Шрифт:
Интервал:
Закладка:
Моррис Калишер устал от разговоров, обильной еды и излишнего количества сигар и домой поехал на такси.
Обычно Минна встречала его на пороге, однако на сей раз, позвонив, ответа не получил. Отпер дверь своим ключом, зажег свет в передней. По дороге он купил завтрашние газеты. В подражание англоязычным еврейские газеты стали печатать утренний выпуск накануне вечером. Моррис Калишер считал все это частью американской спешки. Не могли они дождаться следующего дня. Газета писала о бомбардировках, каким немцы подвергали Англию. Пока что между Гитлером и Сталиным был мир, но надолго ли? Кровь лилась в Англии, в Греции. Евреев в Польше сгоняли в гетто. Заставляли носить повязки со звездой Давида. Избивали. Африка и Палестина находились в опасности.
– Трагедия, трагедия! – простонал Моррис Калишер.
Некоторое время он сидел на диване в гостиной, читая о бывшем коммунисте, которого Сталин отправил работать на золотых приисках Сибири. Потом прочитал о матери и троих детях, погибших во время пожара на Статен-Айленде.

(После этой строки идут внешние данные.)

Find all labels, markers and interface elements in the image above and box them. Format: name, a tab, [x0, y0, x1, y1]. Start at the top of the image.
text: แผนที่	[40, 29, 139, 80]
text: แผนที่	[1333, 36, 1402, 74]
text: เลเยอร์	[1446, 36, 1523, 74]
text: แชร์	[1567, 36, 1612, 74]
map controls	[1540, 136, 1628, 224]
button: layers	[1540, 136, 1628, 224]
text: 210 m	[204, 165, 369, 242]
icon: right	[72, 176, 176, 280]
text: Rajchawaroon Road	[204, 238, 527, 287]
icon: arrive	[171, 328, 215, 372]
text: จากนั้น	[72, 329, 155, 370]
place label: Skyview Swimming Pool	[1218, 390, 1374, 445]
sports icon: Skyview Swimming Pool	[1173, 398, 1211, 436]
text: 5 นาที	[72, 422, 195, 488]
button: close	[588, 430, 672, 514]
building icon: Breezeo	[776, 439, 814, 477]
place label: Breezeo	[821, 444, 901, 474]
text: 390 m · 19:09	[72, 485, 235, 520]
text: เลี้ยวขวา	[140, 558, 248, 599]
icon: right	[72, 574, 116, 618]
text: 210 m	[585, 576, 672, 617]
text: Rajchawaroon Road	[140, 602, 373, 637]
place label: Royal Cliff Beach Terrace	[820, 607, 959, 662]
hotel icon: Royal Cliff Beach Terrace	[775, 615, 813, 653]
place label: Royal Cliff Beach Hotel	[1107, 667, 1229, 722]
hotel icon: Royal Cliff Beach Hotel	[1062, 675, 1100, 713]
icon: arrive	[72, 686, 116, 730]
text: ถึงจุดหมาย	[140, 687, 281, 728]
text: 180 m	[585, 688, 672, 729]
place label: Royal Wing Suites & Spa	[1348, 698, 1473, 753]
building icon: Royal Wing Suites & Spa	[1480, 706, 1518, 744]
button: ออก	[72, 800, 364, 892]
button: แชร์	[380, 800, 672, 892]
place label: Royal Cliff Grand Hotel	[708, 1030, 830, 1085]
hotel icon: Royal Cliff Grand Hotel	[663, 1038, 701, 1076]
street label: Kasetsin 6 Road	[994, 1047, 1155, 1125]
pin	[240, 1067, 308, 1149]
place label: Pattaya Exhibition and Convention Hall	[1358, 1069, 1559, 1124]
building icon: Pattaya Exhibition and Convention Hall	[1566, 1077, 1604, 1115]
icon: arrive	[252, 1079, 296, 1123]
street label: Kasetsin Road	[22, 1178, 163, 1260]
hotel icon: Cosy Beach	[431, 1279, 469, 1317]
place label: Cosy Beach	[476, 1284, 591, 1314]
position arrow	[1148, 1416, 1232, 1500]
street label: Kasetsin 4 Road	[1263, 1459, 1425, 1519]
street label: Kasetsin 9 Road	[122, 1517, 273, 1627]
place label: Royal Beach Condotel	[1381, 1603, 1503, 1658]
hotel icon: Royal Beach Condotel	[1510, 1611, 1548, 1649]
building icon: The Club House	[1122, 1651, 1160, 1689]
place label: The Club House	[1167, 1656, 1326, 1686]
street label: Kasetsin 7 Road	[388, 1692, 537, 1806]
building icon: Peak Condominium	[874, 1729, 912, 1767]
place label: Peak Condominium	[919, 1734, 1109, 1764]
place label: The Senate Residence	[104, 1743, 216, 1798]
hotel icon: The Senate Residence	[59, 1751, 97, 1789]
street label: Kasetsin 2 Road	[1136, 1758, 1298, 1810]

– Ужас что творится! – простонал он.
Он хорошо знал, что роптать на Всевышнего нельзя, но, читая газеты, всегда расстраивался. Чем виноваты эти бедные детишки? Чем они заслужили такую смерть? А как насчет евреев в Европе? Со времен Разрушения Храма не случалось такого опустошения и жестокости.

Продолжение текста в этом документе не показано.